◆ **What you are asked to do**
The result should be every line of the listing that holds the word "lane".

(Material for this exercise)

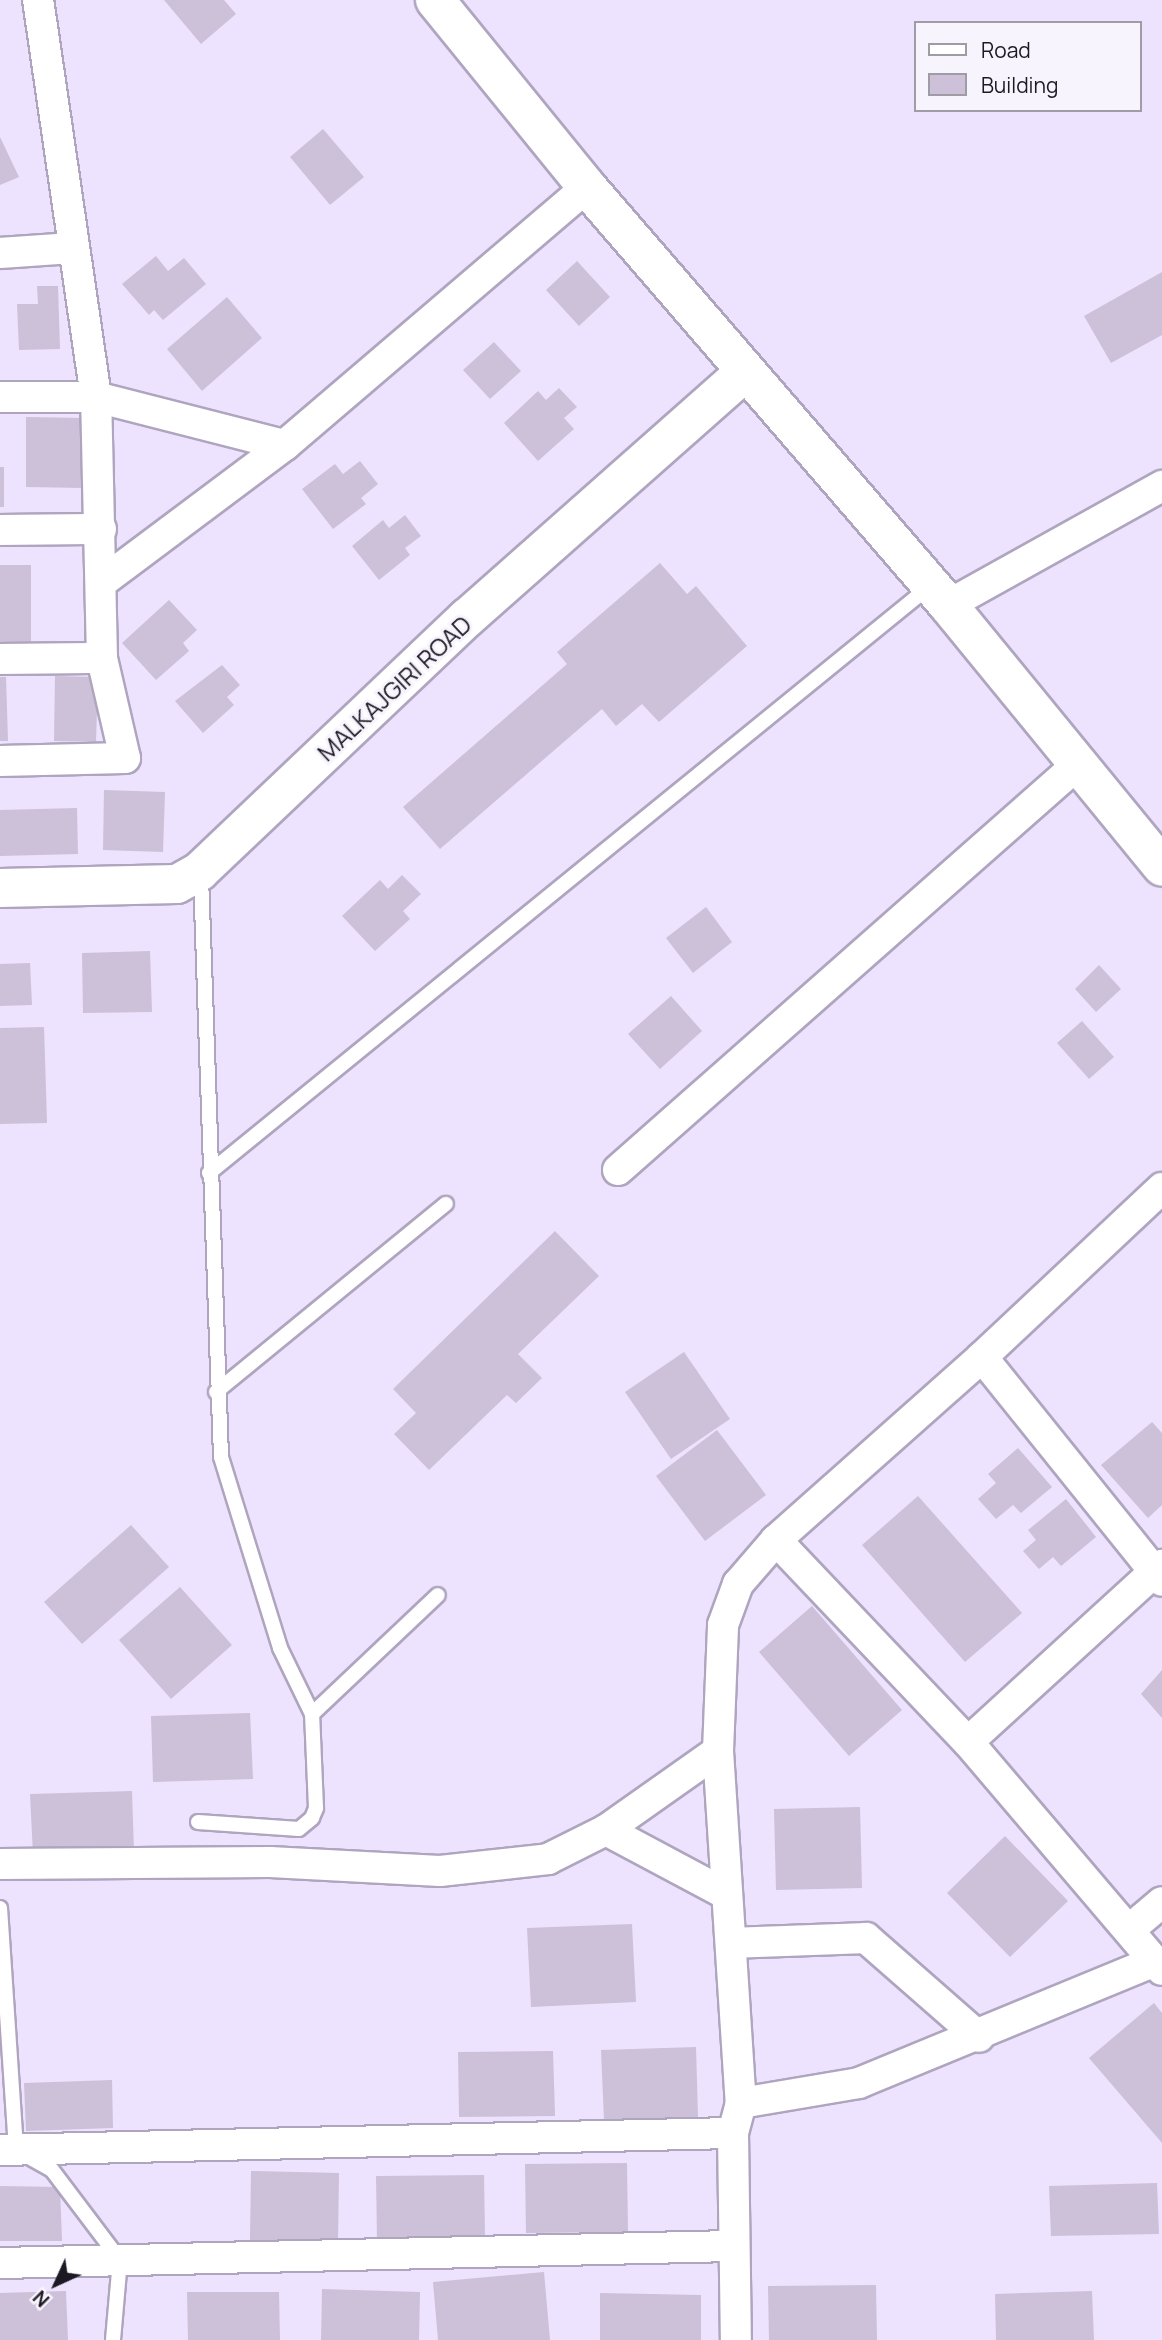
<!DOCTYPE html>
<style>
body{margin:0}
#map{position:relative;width:1162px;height:2340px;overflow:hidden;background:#ede3fe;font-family:Manrope,sans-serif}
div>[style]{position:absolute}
.building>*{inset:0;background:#cdc0d9}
.roads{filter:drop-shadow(2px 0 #afa5bf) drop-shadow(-2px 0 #afa5bf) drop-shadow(0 2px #afa5bf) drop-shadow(0 -2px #afa5bf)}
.lane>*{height:14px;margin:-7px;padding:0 7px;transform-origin:7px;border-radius:7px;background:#fff}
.street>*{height:30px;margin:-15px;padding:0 15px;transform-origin:15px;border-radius:15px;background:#fff}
.secondary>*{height:38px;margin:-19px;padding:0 19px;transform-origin:19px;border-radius:19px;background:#fff}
span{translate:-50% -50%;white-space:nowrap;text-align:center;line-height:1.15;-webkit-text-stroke:6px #f8f4fe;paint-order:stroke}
.street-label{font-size:24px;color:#1d1923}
.legend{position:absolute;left:914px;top:21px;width:228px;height:91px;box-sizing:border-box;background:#f8f4fe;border:2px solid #a09ca6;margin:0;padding:9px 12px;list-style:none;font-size:21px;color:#1d1923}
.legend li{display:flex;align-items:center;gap:14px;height:35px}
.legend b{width:35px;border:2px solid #a09ca6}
.north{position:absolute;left:21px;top:2249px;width:70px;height:70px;-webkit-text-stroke:5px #f8f4fe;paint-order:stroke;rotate:225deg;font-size:19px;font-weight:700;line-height:28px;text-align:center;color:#1d1923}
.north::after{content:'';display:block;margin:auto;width:24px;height:32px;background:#1d1923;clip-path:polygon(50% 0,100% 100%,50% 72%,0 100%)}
</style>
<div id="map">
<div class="building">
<i style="clip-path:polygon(164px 0,224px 0,236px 14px,201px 44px)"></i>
<i style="clip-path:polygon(323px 129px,364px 177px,330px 205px,290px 157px)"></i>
<i style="clip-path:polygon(0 137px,19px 177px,0 185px)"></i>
<i style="clip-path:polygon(156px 256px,168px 271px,184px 258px,206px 284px,163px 320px,154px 310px,149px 315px,122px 284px)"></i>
<i style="clip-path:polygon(577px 261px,610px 297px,579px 326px,546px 290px)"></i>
<i style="clip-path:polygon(1162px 272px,1162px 335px,1111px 363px,1084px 316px)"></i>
<i style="clip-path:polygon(37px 286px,58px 286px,60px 349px,19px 350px,17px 304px,38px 304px)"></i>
<i style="clip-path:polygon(227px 297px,262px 338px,202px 391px,167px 349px)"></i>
<i style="clip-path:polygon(494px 342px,521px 371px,490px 399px,463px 370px)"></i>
<i style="clip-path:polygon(559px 388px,577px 407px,564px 418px,574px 429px,538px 461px,504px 423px,538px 391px,546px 400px)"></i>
<i style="clip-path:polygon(26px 417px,84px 418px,84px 488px,26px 487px)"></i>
<i style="clip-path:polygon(360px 461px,378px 484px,361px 498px,366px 504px,333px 529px,302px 489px,335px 464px,343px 474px)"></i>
<i style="clip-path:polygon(0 467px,4px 467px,4px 507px,0 507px)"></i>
<i style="clip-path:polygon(405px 515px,421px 536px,405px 548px,410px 555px,379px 580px,352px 546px,383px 520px,389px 528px)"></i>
<i style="clip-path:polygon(660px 563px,687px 594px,696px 586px,747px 646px,659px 722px,642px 704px,616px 726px,602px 709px,440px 849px,403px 807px,567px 664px,557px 652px)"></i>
<i style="clip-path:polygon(0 565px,31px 565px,31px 642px,0 642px)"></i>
<i style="clip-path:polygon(169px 600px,197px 630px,183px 643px,189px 651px,156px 680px,122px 643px)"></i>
<i style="clip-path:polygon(222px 665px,240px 685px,227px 697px,234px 705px,203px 733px,175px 701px)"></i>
<i style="clip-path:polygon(55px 676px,98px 677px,96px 742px,54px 741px)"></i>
<i style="clip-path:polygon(0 677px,6px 677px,8px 741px,0 741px)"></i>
<i style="clip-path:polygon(104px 790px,165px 792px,163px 852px,103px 850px)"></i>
<i style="clip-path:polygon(77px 808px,78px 854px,0 856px,0 810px)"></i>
<i style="clip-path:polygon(402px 875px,421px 894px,403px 911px,410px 919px,375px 951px,342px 916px,380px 880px,388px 889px)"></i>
<i style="clip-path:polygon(706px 907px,732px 942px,693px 973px,666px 938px)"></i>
<i style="clip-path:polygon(150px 951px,152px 1012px,83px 1013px,82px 953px)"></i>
<i style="clip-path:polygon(30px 963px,32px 1005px,0 1006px,0 964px)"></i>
<i style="clip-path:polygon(1099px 965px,1121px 989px,1096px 1012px,1075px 989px)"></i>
<i style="clip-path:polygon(671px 996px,702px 1031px,660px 1069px,628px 1034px)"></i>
<i style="clip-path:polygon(1082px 1021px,1114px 1057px,1089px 1079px,1057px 1043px)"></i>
<i style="clip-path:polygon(44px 1027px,47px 1123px,0 1124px,0 1028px)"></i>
<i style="clip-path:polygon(555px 1231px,599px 1276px,518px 1354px,542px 1378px,516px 1403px,507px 1395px,429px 1470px,394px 1434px,416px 1413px,393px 1389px)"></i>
<i style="clip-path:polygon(684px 1352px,730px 1419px,671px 1459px,625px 1392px)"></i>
<i style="clip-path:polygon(1152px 1422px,1162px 1433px,1162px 1505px,1148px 1518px,1101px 1465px)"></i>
<i style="clip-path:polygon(717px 1430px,766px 1495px,705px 1541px,656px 1476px)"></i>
<i style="clip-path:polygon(1018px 1448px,1052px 1487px,1021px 1513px,1013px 1505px,996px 1519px,978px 1499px,996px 1483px,988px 1474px)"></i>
<i style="clip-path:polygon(918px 1496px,1022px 1613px,965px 1662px,862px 1545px)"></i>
<i style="clip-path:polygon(1066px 1499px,1096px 1537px,1061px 1566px,1053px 1557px,1039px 1569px,1023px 1551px,1036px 1540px,1028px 1530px)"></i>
<i style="clip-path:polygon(131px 1525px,169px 1567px,82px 1644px,44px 1602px)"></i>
<i style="clip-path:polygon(180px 1587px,232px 1645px,171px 1699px,119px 1640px)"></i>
<i style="clip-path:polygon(812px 1606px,902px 1710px,849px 1756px,759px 1652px)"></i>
<i style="clip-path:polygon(1162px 1670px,1162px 1718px,1141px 1694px)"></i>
<i style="clip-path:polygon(250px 1713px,253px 1779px,153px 1782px,151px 1716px)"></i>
<i style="clip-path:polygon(132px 1791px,134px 1852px,33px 1855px,30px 1794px)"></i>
<i style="clip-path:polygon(860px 1807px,862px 1888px,776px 1890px,774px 1809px)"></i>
<i style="clip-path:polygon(1005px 1836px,1068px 1901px,1010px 1957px,947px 1893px)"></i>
<i style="clip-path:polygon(632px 1924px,636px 2002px,531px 2007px,527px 1928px)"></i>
<i style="clip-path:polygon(1154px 2003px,1162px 2013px,1162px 2143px,1089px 2058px)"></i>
<i style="clip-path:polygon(696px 2047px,698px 2118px,604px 2121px,601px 2050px)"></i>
<i style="clip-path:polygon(553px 2051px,555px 2116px,459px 2117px,458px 2052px)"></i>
<i style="clip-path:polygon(112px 2080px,113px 2128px,26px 2131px,24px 2083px)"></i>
<i style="clip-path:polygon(627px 2163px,628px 2232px,526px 2233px,525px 2164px)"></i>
<i style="clip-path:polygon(251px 2171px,339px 2173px,338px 2242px,250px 2240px)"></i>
<i style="clip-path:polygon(484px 2175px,485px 2239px,377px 2240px,376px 2176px)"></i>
<i style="clip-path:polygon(1157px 2183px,1159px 2234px,1051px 2236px,1049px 2186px)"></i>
<i style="clip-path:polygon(0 2186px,60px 2187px,62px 2241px,0 2241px)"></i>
<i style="clip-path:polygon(544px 2272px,550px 2340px,438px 2340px,433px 2282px)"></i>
<i style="clip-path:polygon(876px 2285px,877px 2340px,769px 2340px,768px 2286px)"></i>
<i style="clip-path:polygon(322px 2289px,420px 2292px,419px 2340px,321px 2340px)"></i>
<i style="clip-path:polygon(66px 2291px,68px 2340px,0 2340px,0 2293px)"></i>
<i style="clip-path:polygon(1092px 2291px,1094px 2340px,996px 2340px,995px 2294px)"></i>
<i style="clip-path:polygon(187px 2292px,279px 2292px,280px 2340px,188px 2340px)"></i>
<i style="clip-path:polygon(600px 2293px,701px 2295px,701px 2340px,600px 2340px)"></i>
</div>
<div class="roads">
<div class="lane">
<i style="left:201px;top:876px;width:581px;rotate:88.03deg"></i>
<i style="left:221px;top:1457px;width:200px;rotate:72.8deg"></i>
<i style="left:280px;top:1648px;width:73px;rotate:64.1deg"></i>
<i style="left:312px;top:1714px;width:173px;rotate:-43.4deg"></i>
<i style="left:209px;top:1173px;width:930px;rotate:-39.15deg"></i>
<i style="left:216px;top:1392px;width:297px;rotate:-39.3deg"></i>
<i style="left:198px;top:1822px;width:101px;rotate:4deg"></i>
<i style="left:299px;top:1829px;width:17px;rotate:-40deg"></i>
<i style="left:312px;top:1818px;width:11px;rotate:-68deg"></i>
<i style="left:316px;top:1808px;width:94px;rotate:-92.4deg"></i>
<i style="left:0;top:1908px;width:243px;rotate:86.2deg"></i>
<i style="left:16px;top:2150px;width:41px;rotate:29.1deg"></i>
<i style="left:52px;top:2170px;width:113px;rotate:52.9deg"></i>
<i style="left:120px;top:2260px;width:80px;rotate:95deg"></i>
</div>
<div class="street">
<i style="left:0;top:253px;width:72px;rotate:-4deg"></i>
<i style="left:0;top:397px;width:96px"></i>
<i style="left:96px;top:397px;width:195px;rotate:14.3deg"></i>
<i style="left:285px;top:445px;width:397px;rotate:-40.5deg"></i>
<i style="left:0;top:530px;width:101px;rotate:-0.6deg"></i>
<i style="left:102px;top:582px;width:229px;rotate:-36.8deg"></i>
<i style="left:948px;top:605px;width:245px;rotate:-29.1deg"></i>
<i style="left:0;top:659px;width:102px;rotate:-0.6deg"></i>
<i style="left:102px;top:658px;width:261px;rotate:-91.3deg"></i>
<i style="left:96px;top:397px;width:401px;rotate:-98.3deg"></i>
<i style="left:0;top:761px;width:125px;rotate:-1.4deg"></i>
<i style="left:125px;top:758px;width:103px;rotate:-103deg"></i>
<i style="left:618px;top:1170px;width:614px;rotate:-41.43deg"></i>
<i style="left:982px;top:1357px;width:287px;rotate:51.2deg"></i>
<i style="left:776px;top:1540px;width:279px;rotate:46.5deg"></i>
<i style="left:968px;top:1742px;width:299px;rotate:49.6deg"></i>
<i style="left:968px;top:1742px;width:263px;rotate:-42.4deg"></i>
<i style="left:718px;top:1751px;width:353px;rotate:86.3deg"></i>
<i style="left:741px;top:2103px;width:31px;rotate:105deg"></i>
<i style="left:733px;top:2133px;width:207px;rotate:89.2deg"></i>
<i style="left:606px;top:1830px;width:136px;rotate:28.1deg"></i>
<i style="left:0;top:1864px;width:270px;rotate:-0.4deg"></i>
<i style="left:270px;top:1862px;width:170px;rotate:3deg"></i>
<i style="left:440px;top:1871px;width:109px;rotate:-6.3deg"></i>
<i style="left:548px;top:1859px;width:65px;rotate:-26.6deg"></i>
<i style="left:606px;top:1830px;width:137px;rotate:-35.2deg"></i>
<i style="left:718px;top:1751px;width:126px;rotate:-87.7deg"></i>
<i style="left:723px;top:1625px;width:44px;rotate:-69.9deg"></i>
<i style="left:738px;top:1584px;width:58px;rotate:-49.2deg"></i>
<i style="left:776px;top:1540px;width:276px;rotate:-41.6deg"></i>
<i style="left:982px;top:1357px;width:247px;rotate:-43.2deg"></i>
<i style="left:1129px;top:1930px;width:43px;rotate:-40.3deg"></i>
<i style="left:731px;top:1943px;width:135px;rotate:-2.1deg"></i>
<i style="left:866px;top:1938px;width:150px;rotate:41.2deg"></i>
<i style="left:741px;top:2103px;width:120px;rotate:-9.6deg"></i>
<i style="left:859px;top:2083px;width:320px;rotate:-22.4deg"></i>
<i style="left:0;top:2150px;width:733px;rotate:-1.33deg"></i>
<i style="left:0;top:2263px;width:734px;rotate:-1.33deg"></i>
</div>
<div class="secondary">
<i style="left:435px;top:0;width:241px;rotate:50.9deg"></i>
<i style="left:587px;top:187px;width:552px;rotate:49.18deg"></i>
<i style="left:948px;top:605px;width:338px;rotate:50.7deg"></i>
<i style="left:0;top:888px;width:177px;rotate:-1.3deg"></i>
<i style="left:177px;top:884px;width:26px;rotate:-29deg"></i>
<i style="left:200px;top:871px;width:368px;rotate:-43.5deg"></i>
<i style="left:467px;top:618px;width:371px;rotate:-41.5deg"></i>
</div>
</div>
<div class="street-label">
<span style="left:394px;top:688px;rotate:-43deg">MALKAJGIRI ROAD</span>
</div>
<ul class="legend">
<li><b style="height:9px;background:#fff"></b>Road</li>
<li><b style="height:19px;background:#cdc0d9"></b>Building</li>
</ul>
<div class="north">N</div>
</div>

(End Material for this exercise)

◆ **Output**
.lane>*{height:14px;margin:-7px;padding:0 7px;transform-origin:7px;border-radius:7px;background:#fff}
<div class="lane">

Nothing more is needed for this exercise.